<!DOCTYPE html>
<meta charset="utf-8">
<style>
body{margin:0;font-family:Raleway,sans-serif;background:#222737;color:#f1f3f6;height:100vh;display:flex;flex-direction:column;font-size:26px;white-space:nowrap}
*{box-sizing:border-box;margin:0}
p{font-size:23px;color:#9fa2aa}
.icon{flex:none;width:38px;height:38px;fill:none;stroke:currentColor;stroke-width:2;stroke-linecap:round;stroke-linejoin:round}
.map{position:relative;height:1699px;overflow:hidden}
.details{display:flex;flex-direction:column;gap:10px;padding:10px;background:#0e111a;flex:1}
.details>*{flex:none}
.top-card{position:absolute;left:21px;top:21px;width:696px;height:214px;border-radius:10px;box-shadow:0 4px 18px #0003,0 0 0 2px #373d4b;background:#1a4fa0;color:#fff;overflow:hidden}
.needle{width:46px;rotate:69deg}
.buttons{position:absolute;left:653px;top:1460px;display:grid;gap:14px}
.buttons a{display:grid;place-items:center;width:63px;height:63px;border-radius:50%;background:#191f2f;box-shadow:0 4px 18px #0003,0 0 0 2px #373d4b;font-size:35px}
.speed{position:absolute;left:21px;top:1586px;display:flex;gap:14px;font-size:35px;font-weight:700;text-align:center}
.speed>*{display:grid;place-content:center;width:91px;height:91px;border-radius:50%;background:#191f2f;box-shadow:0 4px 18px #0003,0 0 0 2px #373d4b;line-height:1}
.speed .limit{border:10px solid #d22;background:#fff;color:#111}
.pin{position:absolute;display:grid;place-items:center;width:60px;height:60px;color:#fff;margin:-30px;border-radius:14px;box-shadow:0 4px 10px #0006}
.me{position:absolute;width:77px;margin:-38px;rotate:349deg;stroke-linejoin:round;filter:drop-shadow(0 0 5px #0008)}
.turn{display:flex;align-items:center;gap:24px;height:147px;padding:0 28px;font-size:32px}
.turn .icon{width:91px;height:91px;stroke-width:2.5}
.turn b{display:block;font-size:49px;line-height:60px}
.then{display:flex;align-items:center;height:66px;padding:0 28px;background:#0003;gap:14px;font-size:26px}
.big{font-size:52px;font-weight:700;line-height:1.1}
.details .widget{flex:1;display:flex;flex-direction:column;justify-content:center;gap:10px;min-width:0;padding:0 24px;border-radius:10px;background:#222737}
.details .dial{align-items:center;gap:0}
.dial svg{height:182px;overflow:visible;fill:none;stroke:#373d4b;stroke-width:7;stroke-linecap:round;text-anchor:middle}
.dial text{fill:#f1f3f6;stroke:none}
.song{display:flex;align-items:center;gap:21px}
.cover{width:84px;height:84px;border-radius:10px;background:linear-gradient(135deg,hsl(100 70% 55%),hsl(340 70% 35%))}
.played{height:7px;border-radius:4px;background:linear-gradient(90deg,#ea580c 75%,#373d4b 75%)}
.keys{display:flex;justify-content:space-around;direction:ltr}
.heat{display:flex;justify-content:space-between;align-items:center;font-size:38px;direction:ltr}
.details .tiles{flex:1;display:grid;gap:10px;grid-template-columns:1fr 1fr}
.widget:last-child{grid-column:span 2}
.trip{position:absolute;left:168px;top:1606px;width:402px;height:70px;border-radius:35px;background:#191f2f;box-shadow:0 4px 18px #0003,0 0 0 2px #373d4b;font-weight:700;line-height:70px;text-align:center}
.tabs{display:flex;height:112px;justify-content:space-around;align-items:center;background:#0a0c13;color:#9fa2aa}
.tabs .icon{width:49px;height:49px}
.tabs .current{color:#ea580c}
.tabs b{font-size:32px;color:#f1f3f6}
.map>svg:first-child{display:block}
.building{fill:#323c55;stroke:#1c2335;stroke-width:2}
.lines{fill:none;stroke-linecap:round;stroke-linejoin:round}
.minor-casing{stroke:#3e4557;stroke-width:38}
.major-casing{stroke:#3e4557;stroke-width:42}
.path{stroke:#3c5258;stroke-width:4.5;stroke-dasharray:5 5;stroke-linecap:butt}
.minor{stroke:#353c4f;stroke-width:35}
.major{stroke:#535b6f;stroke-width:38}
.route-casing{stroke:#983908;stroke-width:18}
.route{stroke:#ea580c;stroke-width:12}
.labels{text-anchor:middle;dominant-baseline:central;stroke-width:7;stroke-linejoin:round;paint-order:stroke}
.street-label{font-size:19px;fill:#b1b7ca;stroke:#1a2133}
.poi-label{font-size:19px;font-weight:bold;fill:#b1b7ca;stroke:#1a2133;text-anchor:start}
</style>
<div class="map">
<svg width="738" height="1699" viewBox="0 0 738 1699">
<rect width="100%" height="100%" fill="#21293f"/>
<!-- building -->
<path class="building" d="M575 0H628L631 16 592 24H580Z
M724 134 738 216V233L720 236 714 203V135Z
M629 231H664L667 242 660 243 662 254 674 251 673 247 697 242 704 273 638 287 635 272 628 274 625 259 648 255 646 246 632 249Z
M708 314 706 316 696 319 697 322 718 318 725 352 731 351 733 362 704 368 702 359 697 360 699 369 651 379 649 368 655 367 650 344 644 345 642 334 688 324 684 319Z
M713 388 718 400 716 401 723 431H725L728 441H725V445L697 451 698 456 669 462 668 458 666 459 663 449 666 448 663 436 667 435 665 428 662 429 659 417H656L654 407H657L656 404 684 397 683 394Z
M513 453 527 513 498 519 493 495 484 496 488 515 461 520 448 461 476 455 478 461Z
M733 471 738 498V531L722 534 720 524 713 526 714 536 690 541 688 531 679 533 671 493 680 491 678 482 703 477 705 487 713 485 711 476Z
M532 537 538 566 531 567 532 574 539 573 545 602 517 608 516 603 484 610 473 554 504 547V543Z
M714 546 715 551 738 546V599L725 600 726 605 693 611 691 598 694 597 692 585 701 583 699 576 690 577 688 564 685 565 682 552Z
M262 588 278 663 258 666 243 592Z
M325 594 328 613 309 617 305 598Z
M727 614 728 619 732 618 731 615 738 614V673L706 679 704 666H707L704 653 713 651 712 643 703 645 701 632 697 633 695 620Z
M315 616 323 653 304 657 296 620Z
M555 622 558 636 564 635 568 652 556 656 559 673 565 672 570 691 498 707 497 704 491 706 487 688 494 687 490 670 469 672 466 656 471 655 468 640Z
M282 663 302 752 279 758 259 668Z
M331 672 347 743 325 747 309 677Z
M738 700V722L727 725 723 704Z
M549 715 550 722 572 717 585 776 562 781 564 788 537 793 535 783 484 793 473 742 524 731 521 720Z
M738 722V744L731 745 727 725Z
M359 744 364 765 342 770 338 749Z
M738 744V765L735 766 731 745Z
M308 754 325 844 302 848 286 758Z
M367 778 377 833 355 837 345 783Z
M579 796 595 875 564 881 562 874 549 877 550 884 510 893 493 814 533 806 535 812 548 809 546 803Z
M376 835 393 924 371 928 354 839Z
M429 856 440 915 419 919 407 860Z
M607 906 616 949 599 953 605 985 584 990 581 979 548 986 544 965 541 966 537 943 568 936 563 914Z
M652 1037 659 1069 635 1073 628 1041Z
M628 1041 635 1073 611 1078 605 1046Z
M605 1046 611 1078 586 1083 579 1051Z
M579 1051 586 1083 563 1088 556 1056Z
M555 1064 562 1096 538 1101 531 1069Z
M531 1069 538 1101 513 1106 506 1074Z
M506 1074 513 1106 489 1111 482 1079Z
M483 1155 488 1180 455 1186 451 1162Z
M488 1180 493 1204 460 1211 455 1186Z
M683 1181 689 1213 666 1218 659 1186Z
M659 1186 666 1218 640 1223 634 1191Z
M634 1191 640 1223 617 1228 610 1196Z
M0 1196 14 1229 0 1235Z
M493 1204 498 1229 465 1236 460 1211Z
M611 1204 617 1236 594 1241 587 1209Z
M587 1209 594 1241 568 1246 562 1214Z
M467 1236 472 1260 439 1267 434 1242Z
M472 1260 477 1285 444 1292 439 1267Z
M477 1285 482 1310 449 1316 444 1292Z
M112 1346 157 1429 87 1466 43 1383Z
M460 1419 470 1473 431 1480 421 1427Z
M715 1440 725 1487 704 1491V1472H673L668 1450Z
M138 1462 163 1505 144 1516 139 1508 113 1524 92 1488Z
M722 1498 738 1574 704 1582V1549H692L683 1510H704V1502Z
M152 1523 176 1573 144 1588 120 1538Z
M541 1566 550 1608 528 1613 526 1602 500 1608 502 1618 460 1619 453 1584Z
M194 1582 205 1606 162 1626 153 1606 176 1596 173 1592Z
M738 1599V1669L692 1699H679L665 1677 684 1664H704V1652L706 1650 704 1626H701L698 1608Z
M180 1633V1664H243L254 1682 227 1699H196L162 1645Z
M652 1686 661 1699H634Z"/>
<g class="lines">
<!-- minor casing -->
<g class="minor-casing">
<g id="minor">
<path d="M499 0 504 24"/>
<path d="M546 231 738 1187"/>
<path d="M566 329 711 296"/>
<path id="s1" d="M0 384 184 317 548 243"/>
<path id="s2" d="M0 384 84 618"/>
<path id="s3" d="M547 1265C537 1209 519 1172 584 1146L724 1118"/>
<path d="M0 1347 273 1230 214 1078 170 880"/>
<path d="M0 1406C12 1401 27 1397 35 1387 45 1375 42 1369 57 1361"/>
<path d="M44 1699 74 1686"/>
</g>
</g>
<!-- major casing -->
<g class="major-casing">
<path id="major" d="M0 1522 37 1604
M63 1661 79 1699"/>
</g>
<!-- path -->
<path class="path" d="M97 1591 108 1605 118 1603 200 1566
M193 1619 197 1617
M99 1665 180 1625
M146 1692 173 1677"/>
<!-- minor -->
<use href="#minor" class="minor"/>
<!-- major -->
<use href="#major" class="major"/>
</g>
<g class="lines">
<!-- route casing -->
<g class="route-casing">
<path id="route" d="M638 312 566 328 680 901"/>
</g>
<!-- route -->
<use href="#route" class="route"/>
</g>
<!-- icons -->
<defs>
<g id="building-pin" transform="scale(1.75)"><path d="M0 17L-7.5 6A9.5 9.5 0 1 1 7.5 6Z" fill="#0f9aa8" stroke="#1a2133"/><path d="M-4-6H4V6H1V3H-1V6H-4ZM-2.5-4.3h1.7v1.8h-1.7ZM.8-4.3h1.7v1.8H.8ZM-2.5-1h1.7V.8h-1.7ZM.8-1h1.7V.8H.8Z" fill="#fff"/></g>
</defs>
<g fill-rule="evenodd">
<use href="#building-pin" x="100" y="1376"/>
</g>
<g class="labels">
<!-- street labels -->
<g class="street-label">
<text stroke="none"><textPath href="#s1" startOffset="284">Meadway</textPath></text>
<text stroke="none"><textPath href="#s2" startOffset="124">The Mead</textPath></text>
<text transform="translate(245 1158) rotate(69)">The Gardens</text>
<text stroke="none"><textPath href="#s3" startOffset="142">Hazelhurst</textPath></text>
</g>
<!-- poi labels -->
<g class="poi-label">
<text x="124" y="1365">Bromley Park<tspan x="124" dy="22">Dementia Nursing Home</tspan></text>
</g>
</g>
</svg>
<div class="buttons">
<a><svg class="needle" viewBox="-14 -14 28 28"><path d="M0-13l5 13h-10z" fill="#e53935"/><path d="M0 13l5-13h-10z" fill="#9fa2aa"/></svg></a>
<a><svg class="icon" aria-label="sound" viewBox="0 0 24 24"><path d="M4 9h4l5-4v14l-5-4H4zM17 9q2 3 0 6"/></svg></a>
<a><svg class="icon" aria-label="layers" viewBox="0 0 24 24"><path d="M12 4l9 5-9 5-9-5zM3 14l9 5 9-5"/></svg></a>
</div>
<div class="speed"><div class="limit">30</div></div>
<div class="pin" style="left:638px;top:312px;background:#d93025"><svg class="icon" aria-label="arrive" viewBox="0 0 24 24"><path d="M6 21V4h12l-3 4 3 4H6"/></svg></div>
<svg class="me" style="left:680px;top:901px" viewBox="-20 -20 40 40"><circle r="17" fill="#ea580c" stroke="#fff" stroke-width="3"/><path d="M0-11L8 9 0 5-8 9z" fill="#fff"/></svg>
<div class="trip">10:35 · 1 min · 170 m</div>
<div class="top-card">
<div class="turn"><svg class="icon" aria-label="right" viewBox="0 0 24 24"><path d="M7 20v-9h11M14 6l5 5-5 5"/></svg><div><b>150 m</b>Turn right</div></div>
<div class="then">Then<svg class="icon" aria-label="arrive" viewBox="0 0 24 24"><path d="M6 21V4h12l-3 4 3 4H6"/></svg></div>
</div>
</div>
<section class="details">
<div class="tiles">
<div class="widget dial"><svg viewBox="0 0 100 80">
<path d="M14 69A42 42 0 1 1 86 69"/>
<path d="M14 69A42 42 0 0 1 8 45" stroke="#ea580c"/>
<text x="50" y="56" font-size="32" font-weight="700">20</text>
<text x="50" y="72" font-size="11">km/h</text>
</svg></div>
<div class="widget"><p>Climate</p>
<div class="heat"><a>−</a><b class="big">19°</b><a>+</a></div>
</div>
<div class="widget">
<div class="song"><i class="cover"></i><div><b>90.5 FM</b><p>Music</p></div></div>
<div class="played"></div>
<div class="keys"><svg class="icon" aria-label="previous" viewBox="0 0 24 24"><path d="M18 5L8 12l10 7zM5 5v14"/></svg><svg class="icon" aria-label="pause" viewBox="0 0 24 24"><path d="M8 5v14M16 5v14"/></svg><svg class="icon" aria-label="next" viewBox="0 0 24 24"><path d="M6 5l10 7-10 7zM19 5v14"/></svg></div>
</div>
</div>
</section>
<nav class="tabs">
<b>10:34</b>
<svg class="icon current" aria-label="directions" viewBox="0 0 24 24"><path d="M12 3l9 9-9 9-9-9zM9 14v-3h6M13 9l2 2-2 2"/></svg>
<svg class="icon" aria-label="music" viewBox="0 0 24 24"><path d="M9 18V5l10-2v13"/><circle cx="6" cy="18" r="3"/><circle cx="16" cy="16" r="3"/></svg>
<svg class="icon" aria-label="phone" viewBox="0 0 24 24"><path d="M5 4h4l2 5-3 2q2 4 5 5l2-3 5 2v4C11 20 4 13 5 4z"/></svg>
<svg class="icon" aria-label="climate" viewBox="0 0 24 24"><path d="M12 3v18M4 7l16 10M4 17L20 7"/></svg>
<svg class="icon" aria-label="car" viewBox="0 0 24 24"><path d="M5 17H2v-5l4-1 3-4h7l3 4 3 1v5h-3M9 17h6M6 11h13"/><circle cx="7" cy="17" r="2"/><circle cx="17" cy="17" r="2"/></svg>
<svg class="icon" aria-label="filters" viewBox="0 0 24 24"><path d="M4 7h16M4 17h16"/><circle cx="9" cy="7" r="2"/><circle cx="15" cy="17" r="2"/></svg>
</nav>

◆ **ASSIGNMENT**
Scan the data above for the string "buttons" and copy each line where it appears.

◆ **WRITTEN ANSWER**
.buttons{position:absolute;left:653px;top:1460px;display:grid;gap:14px}
.buttons a{display:grid;place-items:center;width:63px;height:63px;border-radius:50%;background:#191f2f;box-shadow:0 4px 18px #0003,0 0 0 2px #373d4b;font-size:35px}
<div class="buttons">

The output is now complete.